Seventeen people were killed today and at least 140 wounded in violent clashes between riot police and protesters in Kyrgyzstan.

Riot police fought running battles with more than 5,000 demonstrators in the capital Bishkek as angry crowds demanded the resignation of President Kumanbek Bakiyev.

Larisa Kachibekova, a spokeswoman for Kyrgyzstan’s Health Ministry, confirmed the casualty figures.

Police fired teargas and stun grenades at stone-throwing protesters. Witnesses described clouds of teargas sweeping across the square outside the presidential offices as bursts of automatic gunfire filled the air.

Opposition groups stormed the state television centre, forcing all programmes off the air, as the confrontation threatened to spiral out of control.

Protesters attempted to ram an armoured vehicle stolen from police through the gates of the presidential administration. Reporters saw demonstrators carrying lifeless bodies away from the area as ambulances raced through the crowds picking up dead and wounded.

Moldomus Kongantiyev, the Interior Minister, was reported to have been killed by protesters in the northwestern city of Talas, where riots first erupted yesterday.

The truth of the report could not be confirmed. The first deputy prime minister, Akylbek Zhaparov, was also said to have been taken hostage after being beaten up.

The protesters were demanding Mr Bakiyev’s resignation five years after the 2005 “Tulip revolution” that brought him to power at the head of a pro-democracy movement in the impoverished Central Asian republic.

Opposition groups accuse him of restoring authoritarian rule in response to public protests against government corruption, nepotism and sharply rising living costs.

Krygyzstan plays a vital role in the war in Afghanistan because the United States uses an air base in Bishkek as a supply line for troop operations against the Taleban.
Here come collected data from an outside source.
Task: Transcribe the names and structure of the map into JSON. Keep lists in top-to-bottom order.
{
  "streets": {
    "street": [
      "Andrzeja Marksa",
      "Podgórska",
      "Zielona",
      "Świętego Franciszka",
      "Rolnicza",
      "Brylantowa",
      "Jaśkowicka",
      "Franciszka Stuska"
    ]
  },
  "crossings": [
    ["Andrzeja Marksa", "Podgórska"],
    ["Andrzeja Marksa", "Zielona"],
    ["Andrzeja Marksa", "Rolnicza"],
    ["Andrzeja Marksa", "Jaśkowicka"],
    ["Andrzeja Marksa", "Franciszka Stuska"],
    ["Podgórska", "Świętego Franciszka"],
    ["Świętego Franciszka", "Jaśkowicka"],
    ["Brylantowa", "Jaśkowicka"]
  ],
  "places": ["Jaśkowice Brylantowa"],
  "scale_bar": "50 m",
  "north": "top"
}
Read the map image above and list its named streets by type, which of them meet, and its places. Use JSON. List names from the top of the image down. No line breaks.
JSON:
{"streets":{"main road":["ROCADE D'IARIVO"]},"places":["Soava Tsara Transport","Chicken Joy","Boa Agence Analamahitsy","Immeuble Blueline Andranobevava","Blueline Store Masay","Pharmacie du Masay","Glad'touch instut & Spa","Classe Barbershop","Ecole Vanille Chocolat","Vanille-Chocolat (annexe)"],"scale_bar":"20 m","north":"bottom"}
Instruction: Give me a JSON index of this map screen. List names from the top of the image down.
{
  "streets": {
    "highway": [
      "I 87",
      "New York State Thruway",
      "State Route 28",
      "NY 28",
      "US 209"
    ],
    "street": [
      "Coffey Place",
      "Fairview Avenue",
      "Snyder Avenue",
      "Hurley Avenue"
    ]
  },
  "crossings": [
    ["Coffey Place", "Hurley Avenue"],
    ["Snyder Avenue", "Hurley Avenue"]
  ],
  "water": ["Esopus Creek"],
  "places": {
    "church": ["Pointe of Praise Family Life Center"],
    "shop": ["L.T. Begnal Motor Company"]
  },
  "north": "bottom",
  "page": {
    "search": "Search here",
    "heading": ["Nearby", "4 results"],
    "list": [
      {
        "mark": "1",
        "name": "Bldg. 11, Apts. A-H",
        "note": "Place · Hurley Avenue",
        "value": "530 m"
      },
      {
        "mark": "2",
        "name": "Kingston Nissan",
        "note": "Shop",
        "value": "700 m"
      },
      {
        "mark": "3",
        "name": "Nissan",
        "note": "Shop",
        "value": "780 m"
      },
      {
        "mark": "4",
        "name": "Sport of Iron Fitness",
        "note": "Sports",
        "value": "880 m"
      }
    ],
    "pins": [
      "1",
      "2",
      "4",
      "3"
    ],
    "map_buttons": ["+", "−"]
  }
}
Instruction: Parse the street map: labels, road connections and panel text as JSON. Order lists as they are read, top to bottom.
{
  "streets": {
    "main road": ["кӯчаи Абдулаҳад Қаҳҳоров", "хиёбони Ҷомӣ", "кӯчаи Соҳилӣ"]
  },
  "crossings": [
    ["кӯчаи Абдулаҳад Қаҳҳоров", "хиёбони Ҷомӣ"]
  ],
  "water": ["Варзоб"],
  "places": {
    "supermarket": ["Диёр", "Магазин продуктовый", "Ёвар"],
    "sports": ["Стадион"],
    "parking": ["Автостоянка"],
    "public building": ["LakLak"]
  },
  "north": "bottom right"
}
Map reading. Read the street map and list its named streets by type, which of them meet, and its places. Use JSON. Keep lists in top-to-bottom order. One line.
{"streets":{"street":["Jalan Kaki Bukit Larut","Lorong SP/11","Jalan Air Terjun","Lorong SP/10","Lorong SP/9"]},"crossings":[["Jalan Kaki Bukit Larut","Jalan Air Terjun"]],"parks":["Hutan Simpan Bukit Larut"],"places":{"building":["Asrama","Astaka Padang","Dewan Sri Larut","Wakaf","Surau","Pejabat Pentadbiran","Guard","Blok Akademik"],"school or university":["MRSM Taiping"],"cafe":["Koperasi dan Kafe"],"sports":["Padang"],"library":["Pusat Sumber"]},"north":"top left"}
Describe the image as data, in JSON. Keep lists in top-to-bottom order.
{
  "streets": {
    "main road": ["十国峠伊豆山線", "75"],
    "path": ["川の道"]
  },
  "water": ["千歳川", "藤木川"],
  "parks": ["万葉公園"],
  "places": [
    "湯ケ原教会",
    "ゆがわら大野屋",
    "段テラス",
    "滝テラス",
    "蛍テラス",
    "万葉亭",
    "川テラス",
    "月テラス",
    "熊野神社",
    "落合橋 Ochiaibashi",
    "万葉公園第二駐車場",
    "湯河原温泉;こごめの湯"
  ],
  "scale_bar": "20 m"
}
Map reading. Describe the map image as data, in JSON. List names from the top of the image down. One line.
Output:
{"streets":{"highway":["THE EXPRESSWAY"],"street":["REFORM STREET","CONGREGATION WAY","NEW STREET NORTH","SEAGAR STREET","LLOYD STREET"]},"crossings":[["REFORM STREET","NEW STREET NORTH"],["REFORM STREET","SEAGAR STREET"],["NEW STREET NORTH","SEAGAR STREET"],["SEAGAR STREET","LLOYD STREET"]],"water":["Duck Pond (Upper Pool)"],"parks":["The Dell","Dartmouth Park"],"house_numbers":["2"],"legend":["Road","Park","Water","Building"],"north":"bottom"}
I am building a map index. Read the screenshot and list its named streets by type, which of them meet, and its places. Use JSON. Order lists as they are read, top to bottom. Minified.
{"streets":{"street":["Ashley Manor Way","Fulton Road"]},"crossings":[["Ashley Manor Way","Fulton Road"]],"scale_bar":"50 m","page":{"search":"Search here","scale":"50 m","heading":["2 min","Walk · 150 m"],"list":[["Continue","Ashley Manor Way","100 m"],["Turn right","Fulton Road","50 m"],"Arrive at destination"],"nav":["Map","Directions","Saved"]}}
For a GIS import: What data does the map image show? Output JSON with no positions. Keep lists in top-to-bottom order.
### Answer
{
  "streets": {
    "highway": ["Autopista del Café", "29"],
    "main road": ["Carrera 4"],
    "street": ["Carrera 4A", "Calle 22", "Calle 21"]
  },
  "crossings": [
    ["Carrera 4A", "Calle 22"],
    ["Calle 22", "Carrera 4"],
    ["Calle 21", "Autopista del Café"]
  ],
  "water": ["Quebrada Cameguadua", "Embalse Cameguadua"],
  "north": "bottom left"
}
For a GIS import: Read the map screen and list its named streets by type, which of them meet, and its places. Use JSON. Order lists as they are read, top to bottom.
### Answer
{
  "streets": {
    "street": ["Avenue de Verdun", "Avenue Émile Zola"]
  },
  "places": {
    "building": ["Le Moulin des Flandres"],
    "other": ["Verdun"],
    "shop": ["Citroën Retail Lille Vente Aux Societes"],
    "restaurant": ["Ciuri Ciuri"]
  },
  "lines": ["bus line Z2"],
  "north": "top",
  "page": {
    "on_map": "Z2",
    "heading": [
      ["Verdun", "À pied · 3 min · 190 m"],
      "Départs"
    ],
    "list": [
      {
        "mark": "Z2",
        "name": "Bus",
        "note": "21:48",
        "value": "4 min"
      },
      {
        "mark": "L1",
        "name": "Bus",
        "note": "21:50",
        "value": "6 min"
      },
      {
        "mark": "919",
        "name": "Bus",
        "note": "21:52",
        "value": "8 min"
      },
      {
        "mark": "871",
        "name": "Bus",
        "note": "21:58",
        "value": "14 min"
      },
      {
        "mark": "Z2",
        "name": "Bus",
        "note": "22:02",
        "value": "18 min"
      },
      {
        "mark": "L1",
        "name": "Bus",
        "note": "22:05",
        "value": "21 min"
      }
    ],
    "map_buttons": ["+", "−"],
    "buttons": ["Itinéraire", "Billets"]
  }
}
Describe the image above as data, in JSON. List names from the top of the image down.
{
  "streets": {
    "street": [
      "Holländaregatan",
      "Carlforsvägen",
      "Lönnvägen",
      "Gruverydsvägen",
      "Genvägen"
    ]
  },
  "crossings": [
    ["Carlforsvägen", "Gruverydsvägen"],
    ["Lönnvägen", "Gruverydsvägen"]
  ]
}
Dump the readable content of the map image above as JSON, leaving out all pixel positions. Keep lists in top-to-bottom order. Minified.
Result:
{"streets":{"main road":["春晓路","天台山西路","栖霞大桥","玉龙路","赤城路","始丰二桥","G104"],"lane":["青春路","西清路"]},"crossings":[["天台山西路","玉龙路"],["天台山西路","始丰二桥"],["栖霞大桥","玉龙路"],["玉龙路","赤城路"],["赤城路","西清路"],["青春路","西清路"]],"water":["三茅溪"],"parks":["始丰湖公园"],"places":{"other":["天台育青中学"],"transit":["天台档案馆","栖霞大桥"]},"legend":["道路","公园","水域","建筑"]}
Russia also has a military base in the former Soviet republic.

The US expressed "deep concern" and Russia appealed to all sides for calm. Kyrgyz authorities said that three opposition leaders had been arrested for “serious crimes”, including the former presidential candidate Almazbek Atambayev.

Witnesses said that hundreds of police fought demonstrators who tried to take over the main government building in Bishkek. Water cannon and rubber bullets were used as groups of young men dressed in black attacked officers and seized their weapons and armoured personnel carriers.

The Government imposed a state of emergency and curfew in Bishkek as well as in Talas and Naryn, another regional city where protests broke out yesterday. Demonstrators in Talas seized control of the local government building and held off police for several hours; they burnt portraits of Mr Bakiyev.

The 2005 revolution that overthrew President Askar Akayev started in a similar way in a regional town before spreading to the capital. One demonstrator, Aibkek Mametov, told AFP news agency: "Ordinary people want justice and freedom. They want a better future than now, so they are fighting for it."

Daniyar Usenov, the Prime Minister, called the protestors “bandits", not an opposition movement.

The clashes erupted just four days after Ban Ki Moon, the United Nations Secretary-General, visited Bishkek and urged the Government to do more to protect human rights.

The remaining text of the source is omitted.